La menace était sans équivoque. Après un court instant d'hésitation, le mage serra les poings et détourna le regard. Mais les suppliques, les cris de terreur et les râles d'agonie se gravèrent à jamais dans sa mémoire :
— Il n'y avait aucune raison de tuer ces elfes ! Ils avaient combattu dans l'honneur, nous devions les traiter avec honneur ! C'est ainsi qu'ont toujours fait les trolls ! Ce ne sont pas des animaux. Fais-tu la guerre à un troupeau de buffles des steppes ? Non. Tu chasses pour nourrir ton clan, tu n'extermines pas les bêtes sans raison.
Shack'Gan baissa la tête :
— Que sommes-nous donc devenus ? De simples monstres sanguinaires, couverts d'infamie ?

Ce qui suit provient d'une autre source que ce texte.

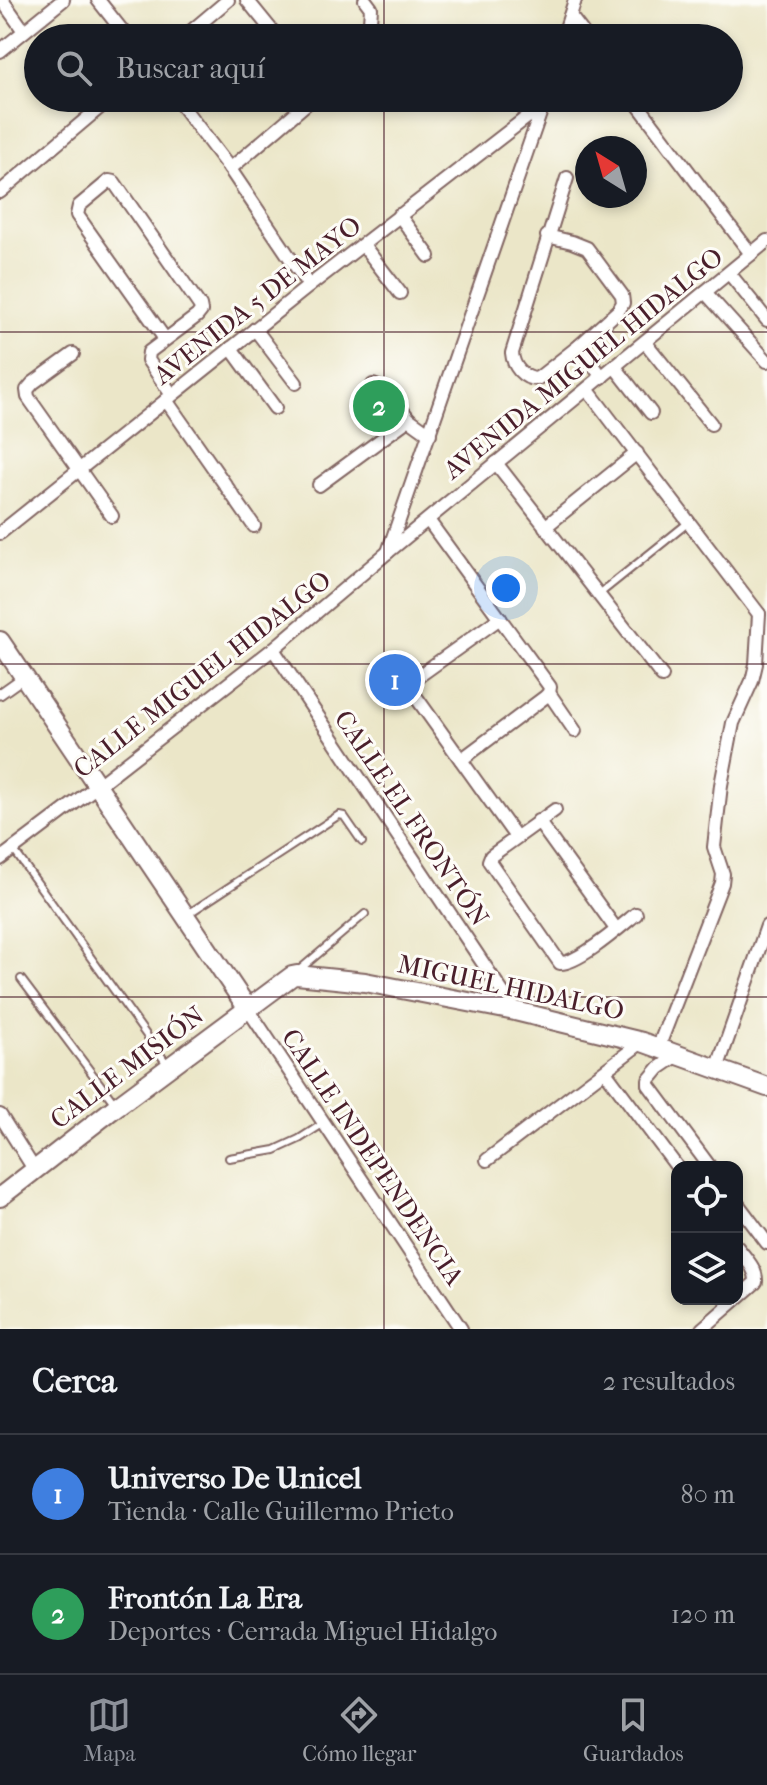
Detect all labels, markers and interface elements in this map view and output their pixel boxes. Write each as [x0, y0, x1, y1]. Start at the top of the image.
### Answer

Le chef de guerre lui sourit d'un air condescendant :
— Le problème avec vous les mages, c'est que vous accordez trop d'importance aux coutumes et à la symbolique. Nous autres, les guerriers, nous sommes des pragmatiques. Ils représentaient une menace. Nous venons d'éliminer la menace. Fin de la discussion.
— Mais quelle menace ? Ils étaient nos prisonniers. Nous avons gagné cette bataille.
— Je n'ai pas à le savoir. Ort'Kan a donné des ordres clairs. Nous avons accompli la mission qui était la nôtre... Enfin, presque... Nous devons encore éliminer cette Naëwen.

Visiblement troublé par le spectacle des corps désarticulés des elfes, Lak'Mor se présenta devant Zol'Kor :
— Aucune trace d'une elfe dans la grande salle. Mais nous avons trouvé une sorte de tunnel qu'elle aurait pu utiliser pour s'enfuir.
— Vous y êtes allés ?
— Non, c'est bien trop étroit pour qu'on puisse y entrer.
Le chef de guerre s'emporta :
— Débrouillez-vous pour trouver par où elle en est sortie ! Retrouvez-là et ramenez la moi morte ou vive, mais ramenez la moi !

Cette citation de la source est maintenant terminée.